Understanding ChatGPT: Architecture, Training Strategies, and Alignment Challenges

Since its release, ChatGPT has attracted massive attention, prompting the question of how it actually works despite the lack of publicly disclosed implementation details.

ChatGPT is OpenAI's latest large language model, a significant upgrade over GPT‑3, capable of generating text in many styles and purposes with improved accuracy, detail, and contextual coherence, and it is specifically designed for interactive use.

OpenAI fine‑tunes ChatGPT using a combination of supervised learning and Reinforcement Learning from Human Feedback (RLHF). The RLHF component incorporates human feedback to minimize unhelpful, distorted, or biased outputs.

The article analyses GPT‑3's limitations, explains the principles of RLHF, shows how ChatGPT leverages RLHF to address those limitations, and finally examines the remaining challenges of this approach.

Capabilities vs. Consistency – Capability refers to a model's ability to optimize its objective function (e.g., predicting the next token), while consistency concerns whether the model’s behavior aligns with human expectations and the intended task. An example of inconsistency is a model that achieves low training loss but performs poorly on a test set because the loss does not reflect the true goal.

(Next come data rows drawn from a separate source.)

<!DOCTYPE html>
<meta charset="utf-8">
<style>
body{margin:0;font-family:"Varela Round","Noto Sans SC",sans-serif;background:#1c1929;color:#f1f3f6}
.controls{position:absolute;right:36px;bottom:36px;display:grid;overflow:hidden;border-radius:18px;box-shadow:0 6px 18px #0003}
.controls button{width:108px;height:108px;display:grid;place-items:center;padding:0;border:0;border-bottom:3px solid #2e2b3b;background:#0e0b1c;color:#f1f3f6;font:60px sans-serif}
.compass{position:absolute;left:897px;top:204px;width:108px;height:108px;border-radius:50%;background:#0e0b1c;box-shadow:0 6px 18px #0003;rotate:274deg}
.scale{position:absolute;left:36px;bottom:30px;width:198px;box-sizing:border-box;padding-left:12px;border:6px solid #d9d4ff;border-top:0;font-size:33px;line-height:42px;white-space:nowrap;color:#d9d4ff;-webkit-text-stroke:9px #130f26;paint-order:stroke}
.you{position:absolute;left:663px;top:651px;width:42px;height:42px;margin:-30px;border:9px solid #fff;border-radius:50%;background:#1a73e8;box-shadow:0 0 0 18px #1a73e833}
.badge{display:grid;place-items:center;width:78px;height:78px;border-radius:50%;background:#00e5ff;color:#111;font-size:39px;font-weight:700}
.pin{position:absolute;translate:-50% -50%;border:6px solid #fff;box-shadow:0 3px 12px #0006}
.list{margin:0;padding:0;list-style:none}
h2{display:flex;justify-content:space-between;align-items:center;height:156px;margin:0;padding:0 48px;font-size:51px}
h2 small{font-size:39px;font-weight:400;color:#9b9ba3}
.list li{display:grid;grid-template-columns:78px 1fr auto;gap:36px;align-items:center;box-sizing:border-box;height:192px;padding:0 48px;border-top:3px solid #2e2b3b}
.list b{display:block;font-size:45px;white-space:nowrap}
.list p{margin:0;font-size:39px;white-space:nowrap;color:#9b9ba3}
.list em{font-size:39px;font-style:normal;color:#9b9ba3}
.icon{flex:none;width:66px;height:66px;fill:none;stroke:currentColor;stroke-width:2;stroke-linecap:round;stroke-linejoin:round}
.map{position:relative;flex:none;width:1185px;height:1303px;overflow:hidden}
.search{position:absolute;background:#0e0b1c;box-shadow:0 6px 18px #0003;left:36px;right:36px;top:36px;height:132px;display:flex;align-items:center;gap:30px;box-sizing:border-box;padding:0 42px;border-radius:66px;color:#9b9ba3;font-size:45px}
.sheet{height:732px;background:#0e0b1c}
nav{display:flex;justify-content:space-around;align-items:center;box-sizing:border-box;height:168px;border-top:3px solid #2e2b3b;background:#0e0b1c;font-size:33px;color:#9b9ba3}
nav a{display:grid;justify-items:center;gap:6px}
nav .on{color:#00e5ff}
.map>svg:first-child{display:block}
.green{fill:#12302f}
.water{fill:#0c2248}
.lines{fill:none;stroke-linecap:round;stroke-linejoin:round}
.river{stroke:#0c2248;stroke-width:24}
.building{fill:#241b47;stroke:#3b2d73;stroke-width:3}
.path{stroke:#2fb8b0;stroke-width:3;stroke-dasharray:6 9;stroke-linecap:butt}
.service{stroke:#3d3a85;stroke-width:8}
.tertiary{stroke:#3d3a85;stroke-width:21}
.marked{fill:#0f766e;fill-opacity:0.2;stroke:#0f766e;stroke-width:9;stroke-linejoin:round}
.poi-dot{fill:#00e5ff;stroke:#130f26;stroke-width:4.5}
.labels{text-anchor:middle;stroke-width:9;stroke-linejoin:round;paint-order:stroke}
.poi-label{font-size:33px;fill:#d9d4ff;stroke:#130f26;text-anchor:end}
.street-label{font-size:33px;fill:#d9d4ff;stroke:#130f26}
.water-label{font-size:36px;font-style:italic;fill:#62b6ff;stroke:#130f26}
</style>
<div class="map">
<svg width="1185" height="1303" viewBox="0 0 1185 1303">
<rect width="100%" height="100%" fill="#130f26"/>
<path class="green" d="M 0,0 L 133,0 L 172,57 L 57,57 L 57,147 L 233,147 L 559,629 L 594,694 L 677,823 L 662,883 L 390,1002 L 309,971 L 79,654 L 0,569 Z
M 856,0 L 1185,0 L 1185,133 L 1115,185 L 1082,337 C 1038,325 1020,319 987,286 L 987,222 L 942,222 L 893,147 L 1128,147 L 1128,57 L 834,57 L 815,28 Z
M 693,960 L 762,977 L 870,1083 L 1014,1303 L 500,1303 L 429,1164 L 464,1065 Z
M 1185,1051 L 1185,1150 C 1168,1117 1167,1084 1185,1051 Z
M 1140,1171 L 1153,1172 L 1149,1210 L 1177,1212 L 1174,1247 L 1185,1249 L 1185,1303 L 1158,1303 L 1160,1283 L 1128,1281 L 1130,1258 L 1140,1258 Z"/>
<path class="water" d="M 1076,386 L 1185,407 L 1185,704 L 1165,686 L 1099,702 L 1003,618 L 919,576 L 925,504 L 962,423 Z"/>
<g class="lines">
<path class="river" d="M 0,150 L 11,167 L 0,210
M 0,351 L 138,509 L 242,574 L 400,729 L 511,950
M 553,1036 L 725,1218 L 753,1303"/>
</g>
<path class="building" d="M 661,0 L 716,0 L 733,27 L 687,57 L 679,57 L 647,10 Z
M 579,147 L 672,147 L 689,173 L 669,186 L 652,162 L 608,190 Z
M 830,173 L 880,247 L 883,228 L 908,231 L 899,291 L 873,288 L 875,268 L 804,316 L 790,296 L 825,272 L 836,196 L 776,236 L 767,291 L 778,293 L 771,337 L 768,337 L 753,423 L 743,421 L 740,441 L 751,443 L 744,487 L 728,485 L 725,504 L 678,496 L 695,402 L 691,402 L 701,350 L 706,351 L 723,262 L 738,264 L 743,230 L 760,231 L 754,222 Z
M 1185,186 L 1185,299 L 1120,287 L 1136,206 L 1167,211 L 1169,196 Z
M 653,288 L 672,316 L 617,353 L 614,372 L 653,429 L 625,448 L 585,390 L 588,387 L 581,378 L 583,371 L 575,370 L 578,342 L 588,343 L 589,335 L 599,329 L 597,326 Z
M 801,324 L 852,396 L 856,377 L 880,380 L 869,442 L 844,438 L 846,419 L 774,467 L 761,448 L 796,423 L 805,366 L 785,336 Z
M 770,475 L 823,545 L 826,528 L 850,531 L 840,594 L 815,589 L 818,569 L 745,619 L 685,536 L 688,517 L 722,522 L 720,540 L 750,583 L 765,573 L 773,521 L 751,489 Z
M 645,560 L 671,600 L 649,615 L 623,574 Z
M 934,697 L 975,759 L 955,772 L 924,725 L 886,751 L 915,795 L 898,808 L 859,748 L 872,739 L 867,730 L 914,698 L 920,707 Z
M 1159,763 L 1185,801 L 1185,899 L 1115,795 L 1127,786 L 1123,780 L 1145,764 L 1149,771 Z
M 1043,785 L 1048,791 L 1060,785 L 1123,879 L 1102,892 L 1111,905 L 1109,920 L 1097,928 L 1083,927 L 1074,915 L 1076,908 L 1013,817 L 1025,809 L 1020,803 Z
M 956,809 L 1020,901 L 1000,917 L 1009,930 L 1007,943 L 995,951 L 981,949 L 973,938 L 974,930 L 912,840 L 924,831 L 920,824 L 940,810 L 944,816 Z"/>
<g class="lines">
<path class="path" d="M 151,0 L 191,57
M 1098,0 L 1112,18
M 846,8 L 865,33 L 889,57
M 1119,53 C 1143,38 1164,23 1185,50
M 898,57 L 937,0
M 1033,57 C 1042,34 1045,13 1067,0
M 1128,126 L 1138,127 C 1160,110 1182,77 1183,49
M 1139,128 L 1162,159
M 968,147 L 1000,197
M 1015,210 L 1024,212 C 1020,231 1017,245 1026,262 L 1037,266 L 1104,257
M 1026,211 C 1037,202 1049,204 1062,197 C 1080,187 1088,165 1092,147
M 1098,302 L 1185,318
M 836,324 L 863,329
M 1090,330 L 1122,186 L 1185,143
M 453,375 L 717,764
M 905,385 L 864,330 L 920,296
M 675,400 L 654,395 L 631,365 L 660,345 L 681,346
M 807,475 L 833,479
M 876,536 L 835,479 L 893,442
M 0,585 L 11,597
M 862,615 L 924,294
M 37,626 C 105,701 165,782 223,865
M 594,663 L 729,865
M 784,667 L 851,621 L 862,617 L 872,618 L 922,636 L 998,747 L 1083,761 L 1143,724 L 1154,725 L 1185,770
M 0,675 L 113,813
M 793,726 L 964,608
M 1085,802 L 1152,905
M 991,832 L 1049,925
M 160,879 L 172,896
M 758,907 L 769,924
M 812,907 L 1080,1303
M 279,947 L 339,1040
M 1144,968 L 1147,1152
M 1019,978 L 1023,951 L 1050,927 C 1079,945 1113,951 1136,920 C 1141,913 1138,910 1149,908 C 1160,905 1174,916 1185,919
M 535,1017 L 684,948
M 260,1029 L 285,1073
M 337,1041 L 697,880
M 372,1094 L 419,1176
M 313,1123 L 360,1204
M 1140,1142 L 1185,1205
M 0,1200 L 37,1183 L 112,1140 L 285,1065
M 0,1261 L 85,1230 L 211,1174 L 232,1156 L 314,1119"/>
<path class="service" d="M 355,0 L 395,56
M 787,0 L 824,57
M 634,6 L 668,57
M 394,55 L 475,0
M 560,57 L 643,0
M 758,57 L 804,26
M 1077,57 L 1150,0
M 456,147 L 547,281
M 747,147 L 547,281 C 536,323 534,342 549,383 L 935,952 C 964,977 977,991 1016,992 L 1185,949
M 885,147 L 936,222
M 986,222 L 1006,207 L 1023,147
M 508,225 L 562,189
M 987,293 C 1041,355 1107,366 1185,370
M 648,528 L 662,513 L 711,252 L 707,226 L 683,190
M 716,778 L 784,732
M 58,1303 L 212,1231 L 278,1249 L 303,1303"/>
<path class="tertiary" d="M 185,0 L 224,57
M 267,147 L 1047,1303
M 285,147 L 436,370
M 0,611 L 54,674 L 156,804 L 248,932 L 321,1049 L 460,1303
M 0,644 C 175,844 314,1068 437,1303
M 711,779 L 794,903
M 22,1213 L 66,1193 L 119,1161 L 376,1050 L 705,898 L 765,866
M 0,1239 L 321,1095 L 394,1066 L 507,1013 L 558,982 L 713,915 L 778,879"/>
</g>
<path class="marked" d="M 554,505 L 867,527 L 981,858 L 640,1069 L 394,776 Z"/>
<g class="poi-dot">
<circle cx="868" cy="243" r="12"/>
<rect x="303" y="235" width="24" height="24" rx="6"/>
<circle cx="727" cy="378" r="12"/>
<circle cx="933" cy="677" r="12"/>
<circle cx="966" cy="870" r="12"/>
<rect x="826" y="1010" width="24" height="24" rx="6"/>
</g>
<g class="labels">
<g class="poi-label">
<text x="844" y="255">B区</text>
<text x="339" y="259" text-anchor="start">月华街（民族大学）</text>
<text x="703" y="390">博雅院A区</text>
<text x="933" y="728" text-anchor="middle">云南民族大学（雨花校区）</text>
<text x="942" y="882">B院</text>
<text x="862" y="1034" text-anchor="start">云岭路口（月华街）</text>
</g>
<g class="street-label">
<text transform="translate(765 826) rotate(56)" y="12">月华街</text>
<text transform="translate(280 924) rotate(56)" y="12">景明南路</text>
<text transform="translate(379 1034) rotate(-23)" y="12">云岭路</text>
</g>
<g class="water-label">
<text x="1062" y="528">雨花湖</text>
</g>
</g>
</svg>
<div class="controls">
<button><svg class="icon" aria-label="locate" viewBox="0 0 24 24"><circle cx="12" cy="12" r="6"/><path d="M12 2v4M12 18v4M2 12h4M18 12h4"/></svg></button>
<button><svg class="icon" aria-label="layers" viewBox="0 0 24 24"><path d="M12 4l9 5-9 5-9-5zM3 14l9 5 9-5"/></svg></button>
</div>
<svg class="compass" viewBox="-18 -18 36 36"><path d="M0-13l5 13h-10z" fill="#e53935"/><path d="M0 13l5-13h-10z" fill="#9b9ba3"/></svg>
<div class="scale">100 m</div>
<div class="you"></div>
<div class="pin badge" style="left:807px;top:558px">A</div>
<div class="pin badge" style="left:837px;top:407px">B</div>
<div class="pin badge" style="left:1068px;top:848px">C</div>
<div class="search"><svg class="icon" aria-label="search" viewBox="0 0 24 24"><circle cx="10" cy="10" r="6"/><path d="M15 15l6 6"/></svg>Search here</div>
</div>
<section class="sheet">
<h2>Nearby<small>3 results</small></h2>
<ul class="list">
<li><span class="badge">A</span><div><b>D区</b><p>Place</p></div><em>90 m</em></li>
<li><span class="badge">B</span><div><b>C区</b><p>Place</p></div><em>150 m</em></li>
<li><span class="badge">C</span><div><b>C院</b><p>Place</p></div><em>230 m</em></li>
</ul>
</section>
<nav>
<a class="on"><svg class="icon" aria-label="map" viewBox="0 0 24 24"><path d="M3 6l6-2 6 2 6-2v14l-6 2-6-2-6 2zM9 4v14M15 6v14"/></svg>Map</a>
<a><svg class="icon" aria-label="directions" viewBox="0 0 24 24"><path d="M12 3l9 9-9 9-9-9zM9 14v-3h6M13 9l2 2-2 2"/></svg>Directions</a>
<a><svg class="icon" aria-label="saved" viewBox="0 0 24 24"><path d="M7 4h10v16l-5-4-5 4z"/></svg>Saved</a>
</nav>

Typical inconsistency problems in large language models include:

Providing invalid help that does not follow user instructions.

Fabricating facts or hallucinating information.

Lacking interpretability, making it hard to understand decisions.

Producing harmful bias inherited from training data.

These issues stem from the core training objectives—next‑token prediction and masked‑language modeling—which focus on statistical patterns rather than semantic meaning, causing models to optimize for token likelihood without guaranteeing correct or useful outputs.

"The cat sat on the" → model may predict "mat", "chair", or "floor" based on context.

"The [MASK] sat on the" → model may fill the mask with "cat" or "dog".

Researchers are exploring ways to mitigate inconsistency, and ChatGPT addresses it by applying RLHF, the first model to use this technique in a real‑world setting.

RLHF Pipeline

The pipeline consists of three steps:

Supervised Fine‑Tuning (SFT) : Collect a small, high‑quality dataset (≈12‑15 k examples) of prompts and desired outputs, and fine‑tune a pre‑trained GPT‑3.5/text‑davinci‑003 model, often using a code‑model variant.

Reward Model (RM) Training : Human annotators rank multiple SFT outputs for each prompt, creating a dataset roughly ten times larger than the SFT data, which is used to train a reward model that predicts human preference.

Proximal Policy Optimization (PPO) Fine‑Tuning : Initialize the policy with the SFT model and the value function with the RM. PPO optimizes the policy using the RM as a reward while applying a KL‑penalty to prevent over‑optimizing the RM.

Performance Evaluation

Evaluation relies on human ratings of helpfulness, truthfulness, and harmlessness, using prompts that were not seen during training. The model also undergoes zero‑shot testing on traditional NLP tasks, revealing an “alignment tax” where RLHF improves alignment but can reduce performance on some tasks.

Limitations

Human annotator bias influences the fine‑tuning data.

Lack of controlled studies makes it unclear how much RLHF alone contributes to improvements.

Human preferences are heterogeneous, yet RLHF treats them as homogeneous.

Reward model stability under prompt variations is not well studied.

Potential for over‑optimization where the policy learns to game the reward model.